• Supplied entries:

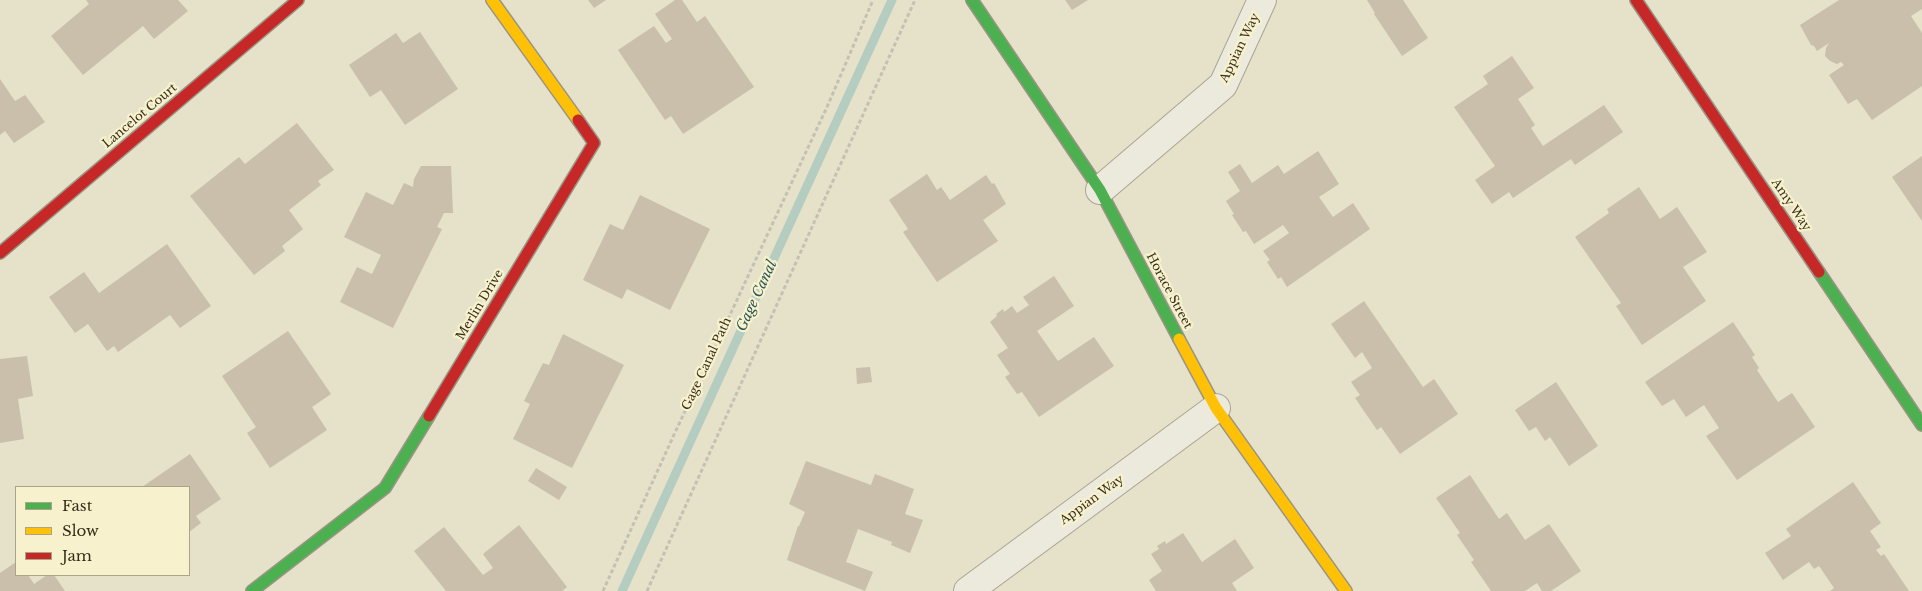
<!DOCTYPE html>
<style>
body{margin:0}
#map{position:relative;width:1922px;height:591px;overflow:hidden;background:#e5e2c9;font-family:"Libre Baskerville",serif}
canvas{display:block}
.legend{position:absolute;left:15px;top:486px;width:175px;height:90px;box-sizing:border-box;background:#f7f2cd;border:1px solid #aba486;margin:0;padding:6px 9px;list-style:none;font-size:15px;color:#382e1b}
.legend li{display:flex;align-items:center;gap:10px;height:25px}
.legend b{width:25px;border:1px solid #aba486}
</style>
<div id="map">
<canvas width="1922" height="591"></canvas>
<ul class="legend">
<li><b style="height:6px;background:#4caf50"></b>Fast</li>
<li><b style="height:6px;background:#ffc107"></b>Slow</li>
<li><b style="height:6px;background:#c62828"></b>Jam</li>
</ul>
</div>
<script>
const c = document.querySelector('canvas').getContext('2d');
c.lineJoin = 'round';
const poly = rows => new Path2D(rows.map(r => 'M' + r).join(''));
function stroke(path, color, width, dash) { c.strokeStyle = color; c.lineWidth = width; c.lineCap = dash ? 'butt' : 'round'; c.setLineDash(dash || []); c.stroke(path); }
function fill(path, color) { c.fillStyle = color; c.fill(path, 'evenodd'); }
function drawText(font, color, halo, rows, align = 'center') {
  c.font = font + ' "Libre Baskerville",serif'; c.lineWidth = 4.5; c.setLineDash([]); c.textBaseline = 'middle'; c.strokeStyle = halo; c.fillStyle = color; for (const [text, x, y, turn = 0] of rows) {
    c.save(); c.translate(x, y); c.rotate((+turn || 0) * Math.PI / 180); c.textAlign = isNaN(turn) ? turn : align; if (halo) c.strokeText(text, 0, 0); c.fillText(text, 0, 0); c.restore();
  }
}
stroke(poly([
 [622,591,892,0]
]), '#b5ccc1', 9);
fill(poly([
 [86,0,178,0,188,11,154,39,143,26,83,75,51,36,89,4],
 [588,0,606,0,594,8],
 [675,0,682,0,697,22,705,16,754,87,683,134,671,116,665,120,618,50,654,26,666,43,672,39,655,14],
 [1065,0,1088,0,1072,10],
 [1367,0,1403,0,1428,38,1402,56,1374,14,1375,13],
 [1839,0,1922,0,1922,9,1911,16,1922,33,1922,86,1872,120,1857,99,1848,104,1829,75,1844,65,1841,62,1837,64,1830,61,1825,56,1826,48,1829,43,1817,51,1814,46,1811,45,1800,25],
 [420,32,458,89,405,125,381,90,370,97,349,65,396,33,403,43],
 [1512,56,1534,88,1518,99,1535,125,1531,128,1543,146,1604,105,1623,132,1575,165,1571,159,1513,198,1509,192,1492,204,1475,180,1495,166,1454,107,1488,84,1483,76],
 [0,79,15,101,25,95,45,122,14,143,5,131,0,135],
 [297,123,334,170,318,181,321,185,289,210,303,229,282,246,285,251,254,275,190,196,239,157,245,164],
 [1318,151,1339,184,1319,197,1333,217,1353,203,1370,229,1287,287,1281,277,1278,279,1267,262,1270,260,1263,251,1289,233,1283,225,1254,244,1246,231,1243,232,1232,215,1234,214,1226,201,1240,191,1228,172,1240,164,1252,183,1278,165,1284,174],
 [1922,156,1922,221,1892,177],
 [421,166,451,166,453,213,444,213,437,227,442,229,393,328,340,302,357,267,372,274,381,255,344,237,366,192,393,205,404,183,413,187,414,179],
 [927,174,937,190,941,187,950,200,986,175,992,184,994,183,1006,204,983,220,998,241,937,282,903,232,908,229,889,200],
 [1639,187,1660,219,1677,207,1707,252,1683,267,1706,301,1642,345,1616,306,1621,303,1575,237,1609,213,1607,209],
 [640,195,710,229,670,310,627,289,622,299,583,280,610,224,623,230],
 [167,244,211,306,180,328,170,315,118,352,114,346,107,351,88,324,75,333,49,297,84,272,99,293],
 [1054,276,1074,306,1037,331,1058,361,1094,337,1114,366,1039,417,1022,392,1017,394,1005,377,1010,374,997,355,1008,348,990,322,997,316,996,314,1003,309,1004,312,1012,306,1017,313,1029,305,1023,297],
 [1364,301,1423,387,1434,379,1458,414,1400,454,1381,427,1377,430,1355,398,1360,395,1351,382,1372,368,1362,352,1355,358,1331,324],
 [1733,322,1755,355,1752,357,1759,368,1757,370,1778,402,1792,393,1815,427,1737,480,1706,436,1719,428,1704,405,1686,417,1674,399,1662,406,1645,382],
 [288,331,331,394,312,407,327,430,270,468,247,433,256,427,222,376],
 [563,334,624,365,572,468,513,439,530,404,524,401,543,363,549,365],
 [27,356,33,396,18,399,24,439,0,443,0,359],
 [870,367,872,382,857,384,856,368],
 [1556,382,1598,446,1569,466,1550,437,1545,441,1536,427,1529,431,1515,410],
 [190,454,221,499,196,516,201,523,189,532,189,487,142,487],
 [806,461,871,485,875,474,914,489,905,514,923,520,910,553,891,545,892,542,858,529,846,562,873,572,865,591,787,560,798,526,799,526,805,512,789,504],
 [536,468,567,487,559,500,528,481],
 [1470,475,1499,519,1507,513,1525,540,1549,524,1581,571,1551,591,1542,591,1537,583,1525,591,1491,591,1471,562,1474,560,1457,535,1460,533,1436,498],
 [1853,482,1881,523,1870,531,1881,547,1876,550,1881,556,1884,554,1909,591,1830,591,1834,588,1819,566,1814,569,1809,562,1783,580,1765,553,1791,536,1786,529],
 [519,525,567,587,562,591,446,591,414,551,444,527,483,575,493,568,483,554],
 [1183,533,1202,562,1235,539,1254,568,1232,583,1237,591,1156,591,1149,580,1162,571,1151,554,1159,549,1157,546,1165,541,1166,544],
 [16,562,16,575,28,575,34,584,47,575,54,575,65,591,0,591,0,573]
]), '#c9bfaa');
const street = poly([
 [1100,190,1223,85,1262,0],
 [968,591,1216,408]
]);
const fast = poly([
 [972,0,1100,190,1179,339],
 [1819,272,1922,425],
 [252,591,385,488,429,416]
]);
const slow = poly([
 [492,0,578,120],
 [1179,339,1216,408,1346,591]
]);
const jam = poly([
 [1636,0,1819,272],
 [0,253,298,0],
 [429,416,594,143,578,120]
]);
stroke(street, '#aaa593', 30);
stroke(fast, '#999483', 14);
stroke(slow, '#999483', 14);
stroke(jam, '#999483', 14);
stroke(poly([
 [603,591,672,439,827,107,873,0],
 [647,591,915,0]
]), '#c5c1b2', 3, [4, 2.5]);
stroke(street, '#eceadc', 28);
stroke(fast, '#4caf50', 11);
stroke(slow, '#ffc107', 11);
stroke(jam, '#c62828', 11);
drawText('12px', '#382e1b', '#f7f2cd', [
 ["Appian Way",1240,48,-64],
 ["Lancelot Court",140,116,-40],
 ["Amy Way",1791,205,56],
 ["Horace Street",1169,291,62],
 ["Merlin Drive",480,305,-59],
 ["Gage Canal Path",707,364,-65],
 ["Appian Way",1092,500,-36]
]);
drawText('italic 14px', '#295459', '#f7f2cd', [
 ["Gage Canal",757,296,-65]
]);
</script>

• Work to complete: Lines holding "canvas" in the material above are to be reported.

• Output for this task:
canvas{display:block}
<canvas width="1922" height="591"></canvas>
const c = document.querySelector('canvas').getContext('2d');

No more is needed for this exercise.